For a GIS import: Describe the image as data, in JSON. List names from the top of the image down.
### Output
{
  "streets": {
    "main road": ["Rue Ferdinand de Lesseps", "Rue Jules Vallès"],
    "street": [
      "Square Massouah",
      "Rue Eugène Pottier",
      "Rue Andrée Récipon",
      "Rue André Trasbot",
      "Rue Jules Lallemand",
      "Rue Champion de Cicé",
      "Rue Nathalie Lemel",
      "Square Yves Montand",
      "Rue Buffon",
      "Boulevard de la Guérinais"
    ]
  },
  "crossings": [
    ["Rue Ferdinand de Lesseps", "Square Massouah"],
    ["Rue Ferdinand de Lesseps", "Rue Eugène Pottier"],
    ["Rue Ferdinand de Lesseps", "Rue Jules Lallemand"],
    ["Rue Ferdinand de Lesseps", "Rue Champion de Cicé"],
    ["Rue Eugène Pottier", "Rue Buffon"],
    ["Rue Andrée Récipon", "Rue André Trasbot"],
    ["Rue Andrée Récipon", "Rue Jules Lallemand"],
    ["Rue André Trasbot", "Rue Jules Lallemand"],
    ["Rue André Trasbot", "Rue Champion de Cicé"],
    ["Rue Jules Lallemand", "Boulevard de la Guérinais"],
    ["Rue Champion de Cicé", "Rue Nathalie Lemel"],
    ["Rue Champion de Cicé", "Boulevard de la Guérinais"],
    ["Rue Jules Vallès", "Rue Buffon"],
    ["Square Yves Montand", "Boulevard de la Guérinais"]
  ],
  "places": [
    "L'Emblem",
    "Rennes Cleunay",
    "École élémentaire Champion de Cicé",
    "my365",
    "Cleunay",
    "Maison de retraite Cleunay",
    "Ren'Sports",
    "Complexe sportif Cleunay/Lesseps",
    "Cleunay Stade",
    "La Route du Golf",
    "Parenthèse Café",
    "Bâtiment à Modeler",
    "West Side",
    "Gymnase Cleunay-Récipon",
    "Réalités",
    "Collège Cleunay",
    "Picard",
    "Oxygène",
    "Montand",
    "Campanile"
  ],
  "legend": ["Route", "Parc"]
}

== == ==

● **TASK TO COMPLETE**: Print the records above exactly as they appear.

● **EXERCISE RESULT**:
For a GIS import: Describe the image as data, in JSON. List names from the top of the image down.
### Output
{
  "streets": {
    "main road": ["Rue Ferdinand de Lesseps", "Rue Jules Vallès"],
    "street": [
      "Square Massouah",
      "Rue Eugène Pottier",
      "Rue Andrée Récipon",
      "Rue André Trasbot",
      "Rue Jules Lallemand",
      "Rue Champion de Cicé",
      "Rue Nathalie Lemel",
      "Square Yves Montand",
      "Rue Buffon",
      "Boulevard de la Guérinais"
    ]
  },
  "crossings": [
    ["Rue Ferdinand de Lesseps", "Square Massouah"],
    ["Rue Ferdinand de Lesseps", "Rue Eugène Pottier"],
    ["Rue Ferdinand de Lesseps", "Rue Jules Lallemand"],
    ["Rue Ferdinand de Lesseps", "Rue Champion de Cicé"],
    ["Rue Eugène Pottier", "Rue Buffon"],
    ["Rue Andrée Récipon", "Rue André Trasbot"],
    ["Rue Andrée Récipon", "Rue Jules Lallemand"],
    ["Rue André Trasbot", "Rue Jules Lallemand"],
    ["Rue André Trasbot", "Rue Champion de Cicé"],
    ["Rue Jules Lallemand", "Boulevard de la Guérinais"],
    ["Rue Champion de Cicé", "Rue Nathalie Lemel"],
    ["Rue Champion de Cicé", "Boulevard de la Guérinais"],
    ["Rue Jules Vallès", "Rue Buffon"],
    ["Square Yves Montand", "Boulevard de la Guérinais"]
  ],
  "places": [
    "L'Emblem",
    "Rennes Cleunay",
    "École élémentaire Champion de Cicé",
    "my365",
    "Cleunay",
    "Maison de retraite Cleunay",
    "Ren'Sports",
    "Complexe sportif Cleunay/Lesseps",
    "Cleunay Stade",
    "La Route du Golf",
    "Parenthèse Café",
    "Bâtiment à Modeler",
    "West Side",
    "Gymnase Cleunay-Récipon",
    "Réalités",
    "Collège Cleunay",
    "Picard",
    "Oxygène",
    "Montand",
    "Campanile"
  ],
  "legend": ["Route", "Parc"]
}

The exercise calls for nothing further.